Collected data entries
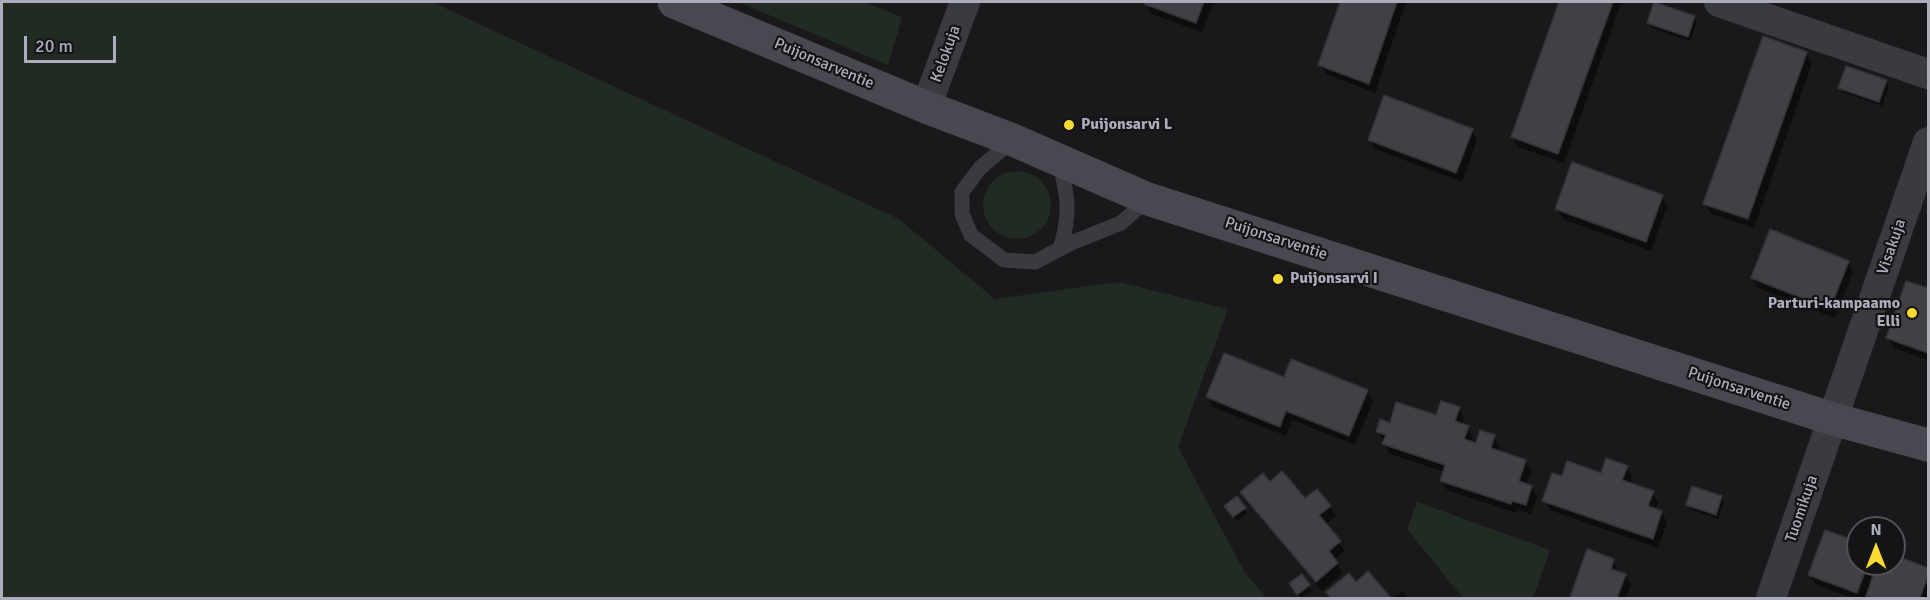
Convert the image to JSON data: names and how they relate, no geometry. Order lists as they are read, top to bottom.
{
  "streets": {
    "main road": ["Puijonsarventie"],
    "street": ["Kelokuja", "Visakuja", "Tuomikuja"]
  },
  "crossings": [
    ["Kelokuja", "Puijonsarventie"],
    ["Puijonsarventie", "Visakuja"],
    ["Puijonsarventie", "Tuomikuja"],
    ["Visakuja", "Tuomikuja"]
  ],
  "places": ["Puijonsarvi L", "Puijonsarvi I", "Parturi-kampaamo Elli"],
  "scale_bar": "20 m",
  "north": "top"
}
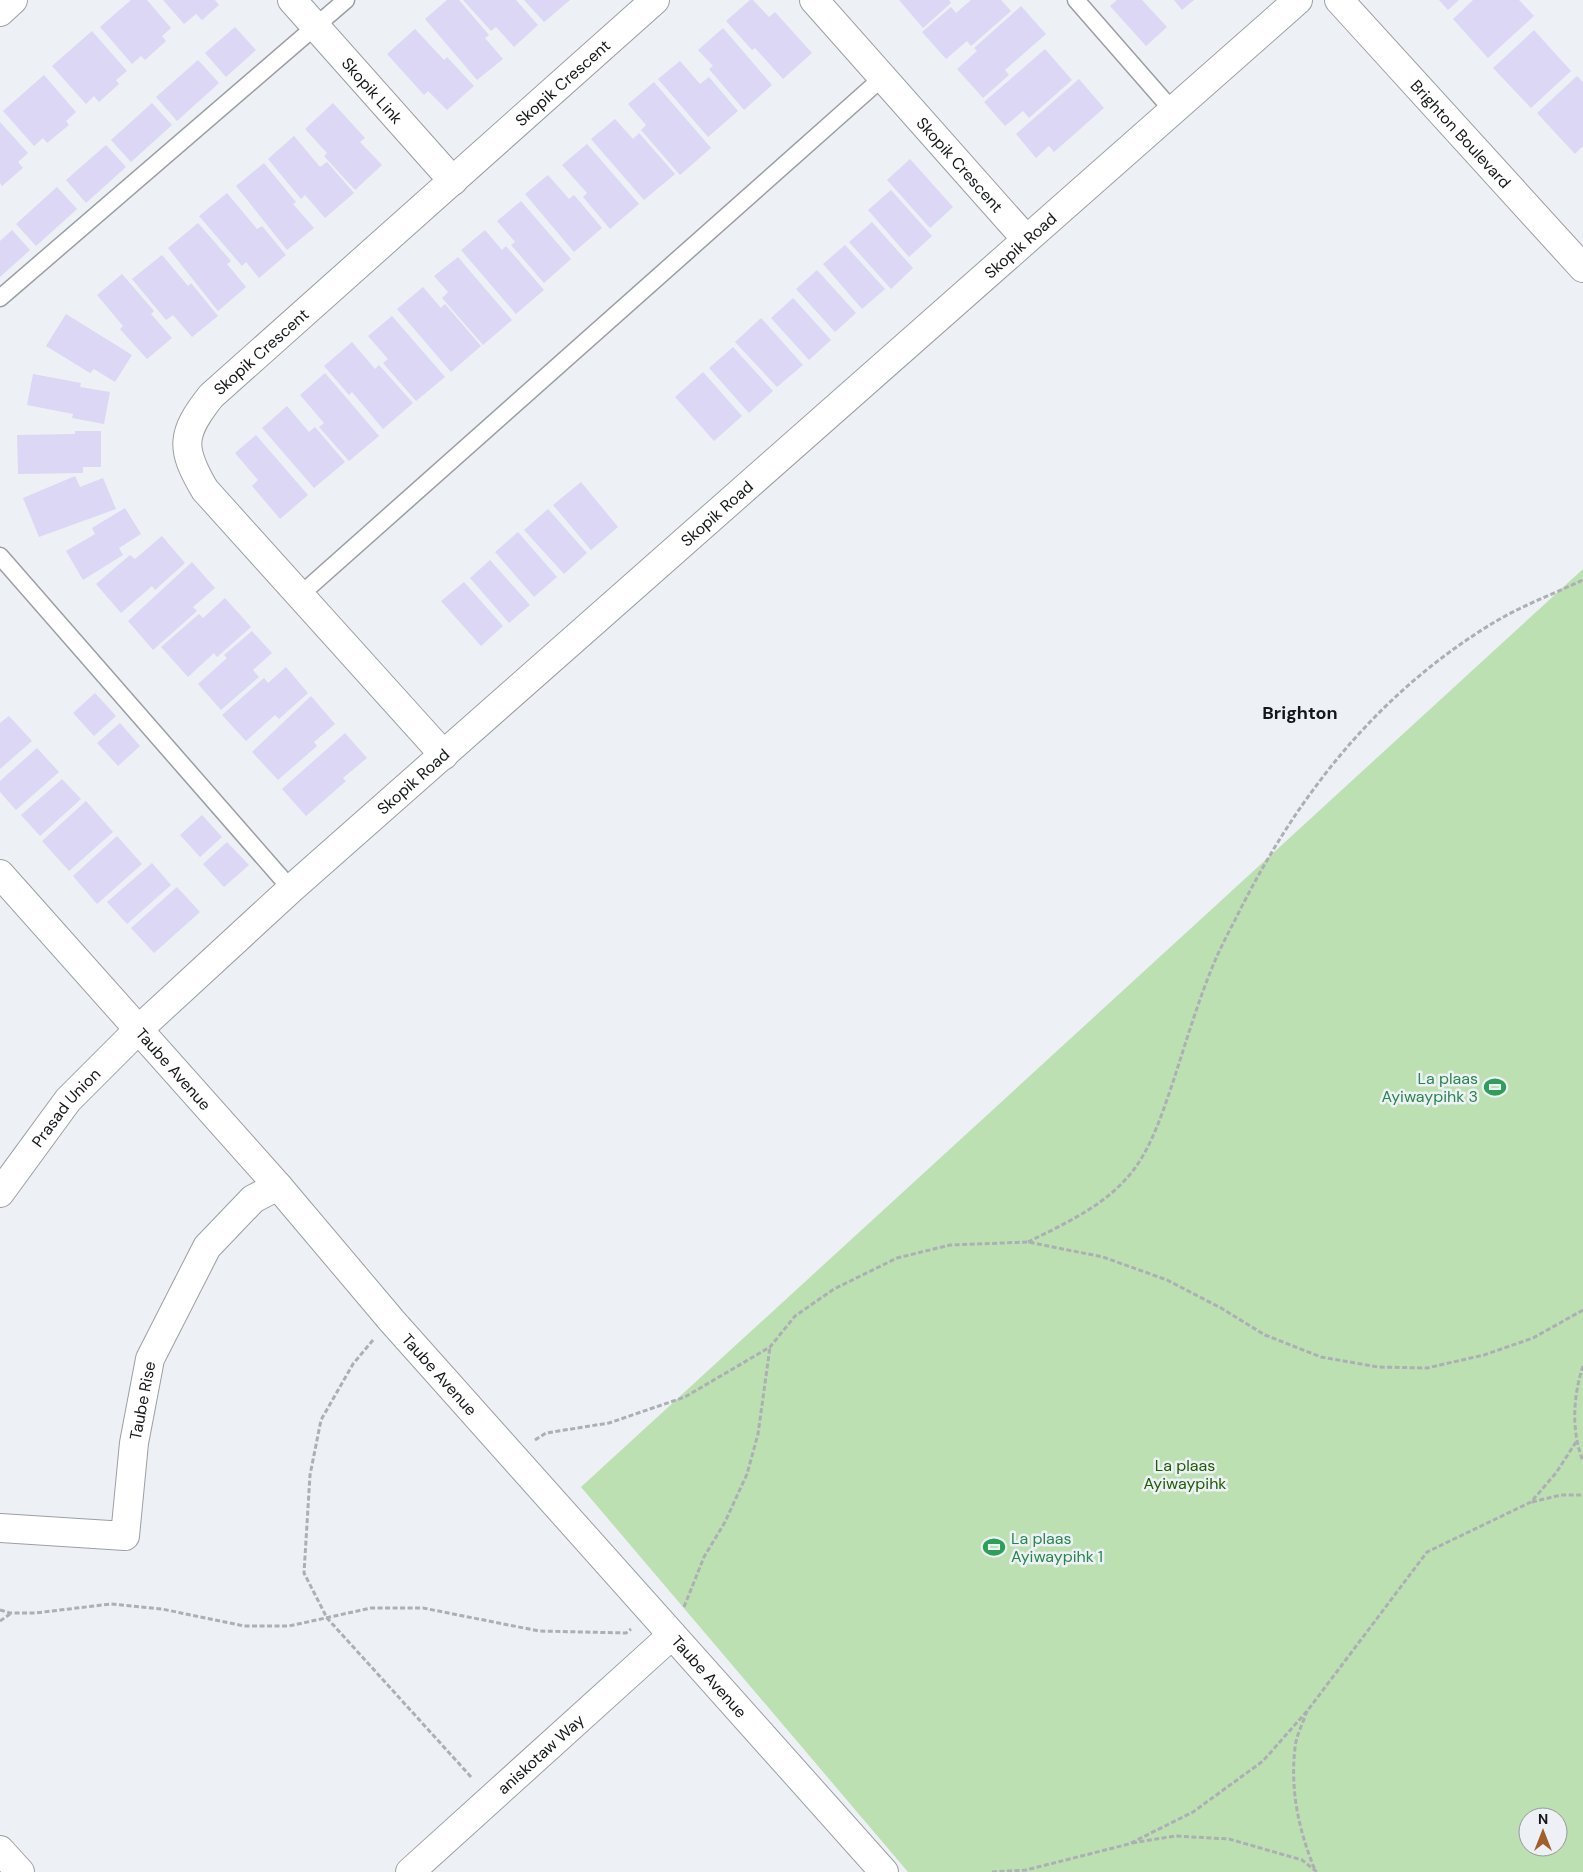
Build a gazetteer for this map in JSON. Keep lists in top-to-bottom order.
{
  "streets": {
    "street": [
      "Skopik Crescent",
      "Skopik Link",
      "Brighton Boulevard",
      "Skopik Road",
      "Taube Avenue",
      "Prasad Union",
      "Taube Rise",
      "aniskotaw Way"
    ]
  },
  "crossings": [
    ["Skopik Crescent", "Skopik Link"],
    ["Skopik Crescent", "Skopik Road"],
    ["Skopik Road", "Taube Avenue"],
    ["Skopik Road", "Prasad Union"],
    ["Taube Avenue", "Prasad Union"],
    ["Taube Avenue", "Taube Rise"],
    ["Taube Avenue", "aniskotaw Way"]
  ],
  "districts": ["Brighton"],
  "parks": ["La plaas Ayiwaypihk"],
  "places": {
    "sports": ["La plaas Ayiwaypihk 3", "La plaas Ayiwaypihk 1"]
  },
  "north": "top"
}
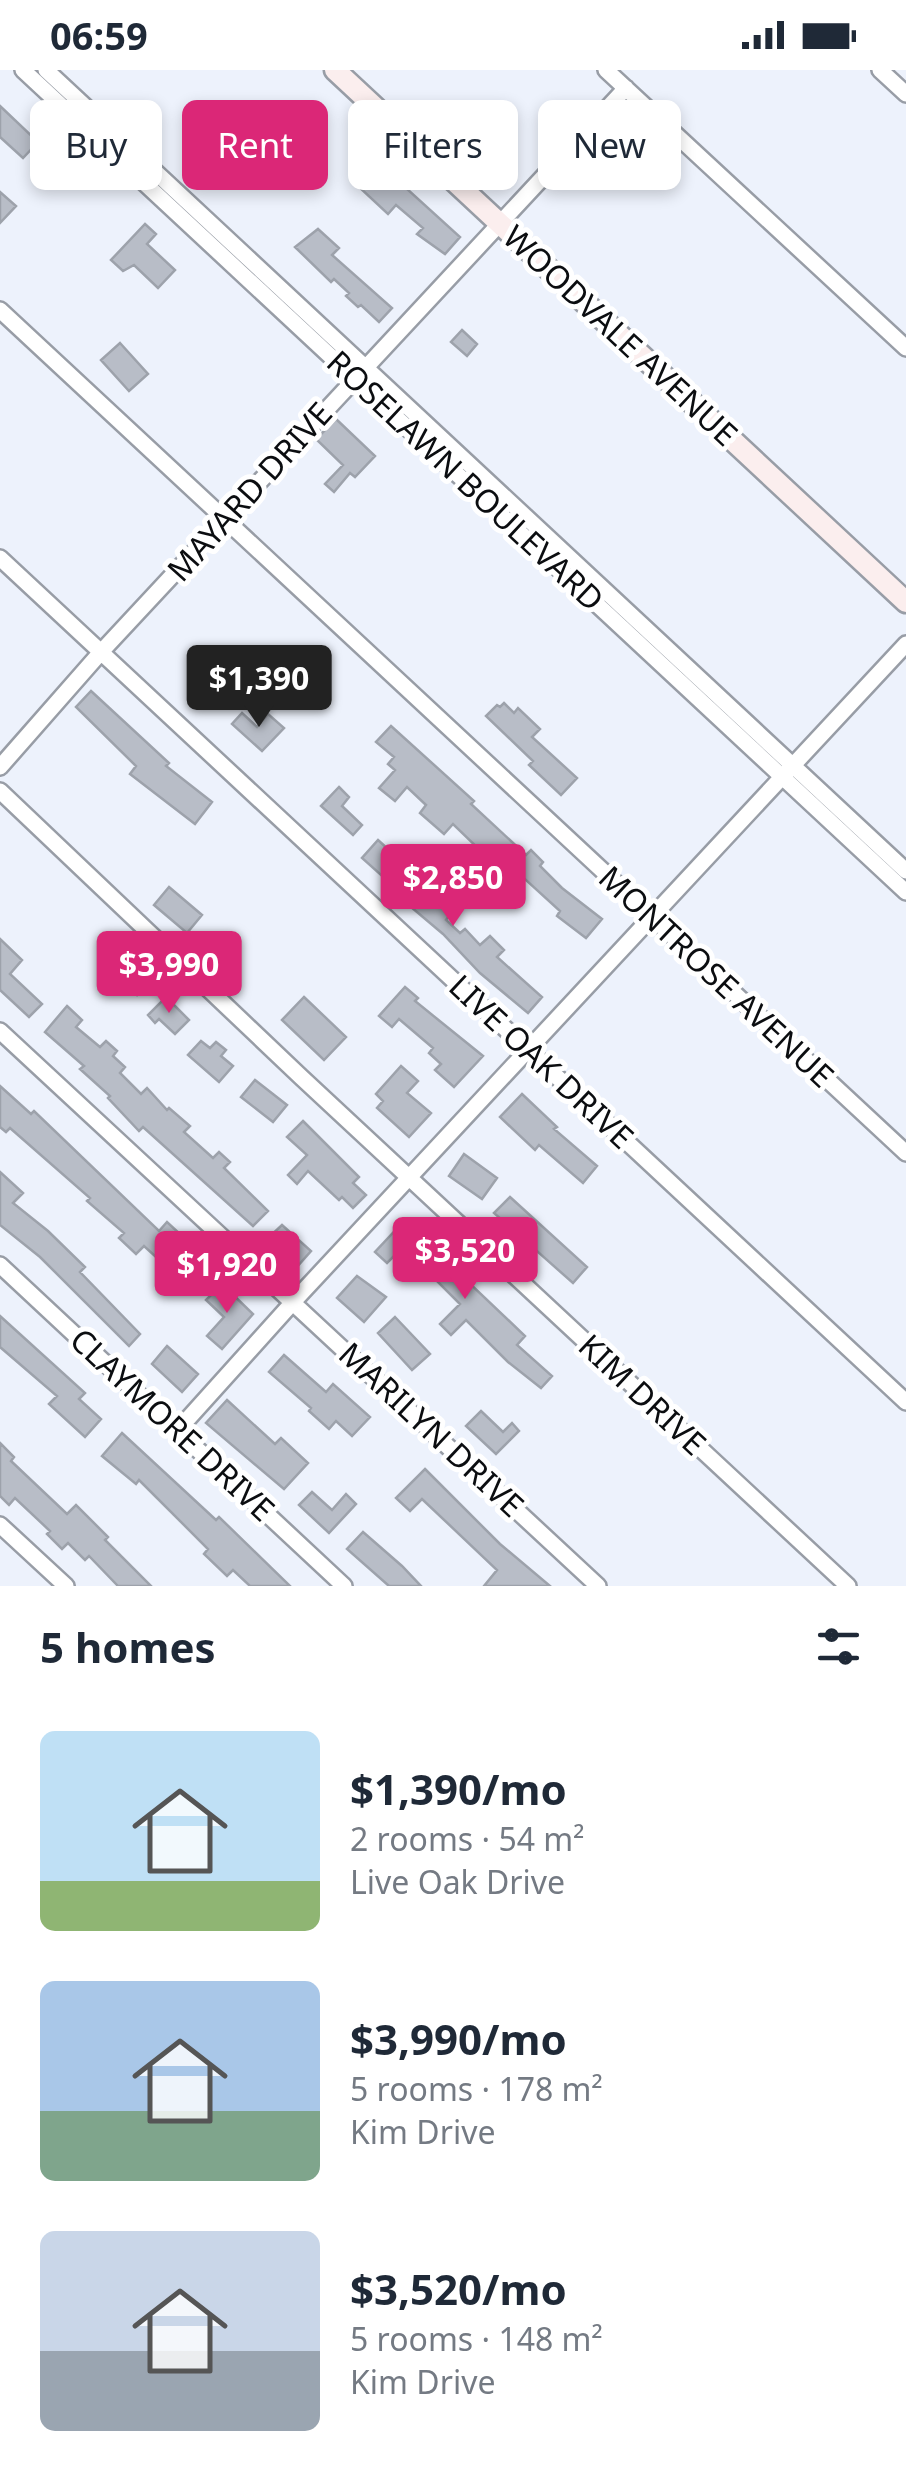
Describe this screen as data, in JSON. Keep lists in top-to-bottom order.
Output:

→ Brief:
Output the records above exactly; leave out the pictures.

→ Result for this exercise:
Convert the image to JSON data: names and how they relate, no geometry. Order lists as they are read, top to bottom.
{
  "streets": {
    "main road": ["Puijonsarventie"],
    "street": ["Kelokuja", "Visakuja", "Tuomikuja"]
  },
  "crossings": [
    ["Kelokuja", "Puijonsarventie"],
    ["Puijonsarventie", "Visakuja"],
    ["Puijonsarventie", "Tuomikuja"],
    ["Visakuja", "Tuomikuja"]
  ],
  "places": ["Puijonsarvi L", "Puijonsarvi I", "Parturi-kampaamo Elli"],
  "scale_bar": "20 m",
  "north": "top"
}
Build a gazetteer for this map in JSON. Keep lists in top-to-bottom order.
{
  "streets": {
    "street": [
      "Skopik Crescent",
      "Skopik Link",
      "Brighton Boulevard",
      "Skopik Road",
      "Taube Avenue",
      "Prasad Union",
      "Taube Rise",
      "aniskotaw Way"
    ]
  },
  "crossings": [
    ["Skopik Crescent", "Skopik Link"],
    ["Skopik Crescent", "Skopik Road"],
    ["Skopik Road", "Taube Avenue"],
    ["Skopik Road", "Prasad Union"],
    ["Taube Avenue", "Prasad Union"],
    ["Taube Avenue", "Taube Rise"],
    ["Taube Avenue", "aniskotaw Way"]
  ],
  "districts": ["Brighton"],
  "parks": ["La plaas Ayiwaypihk"],
  "places": {
    "sports": ["La plaas Ayiwaypihk 3", "La plaas Ayiwaypihk 1"]
  },
  "north": "top"
}
Describe this screen as data, in JSON. Keep lists in top-to-bottom order.
Output:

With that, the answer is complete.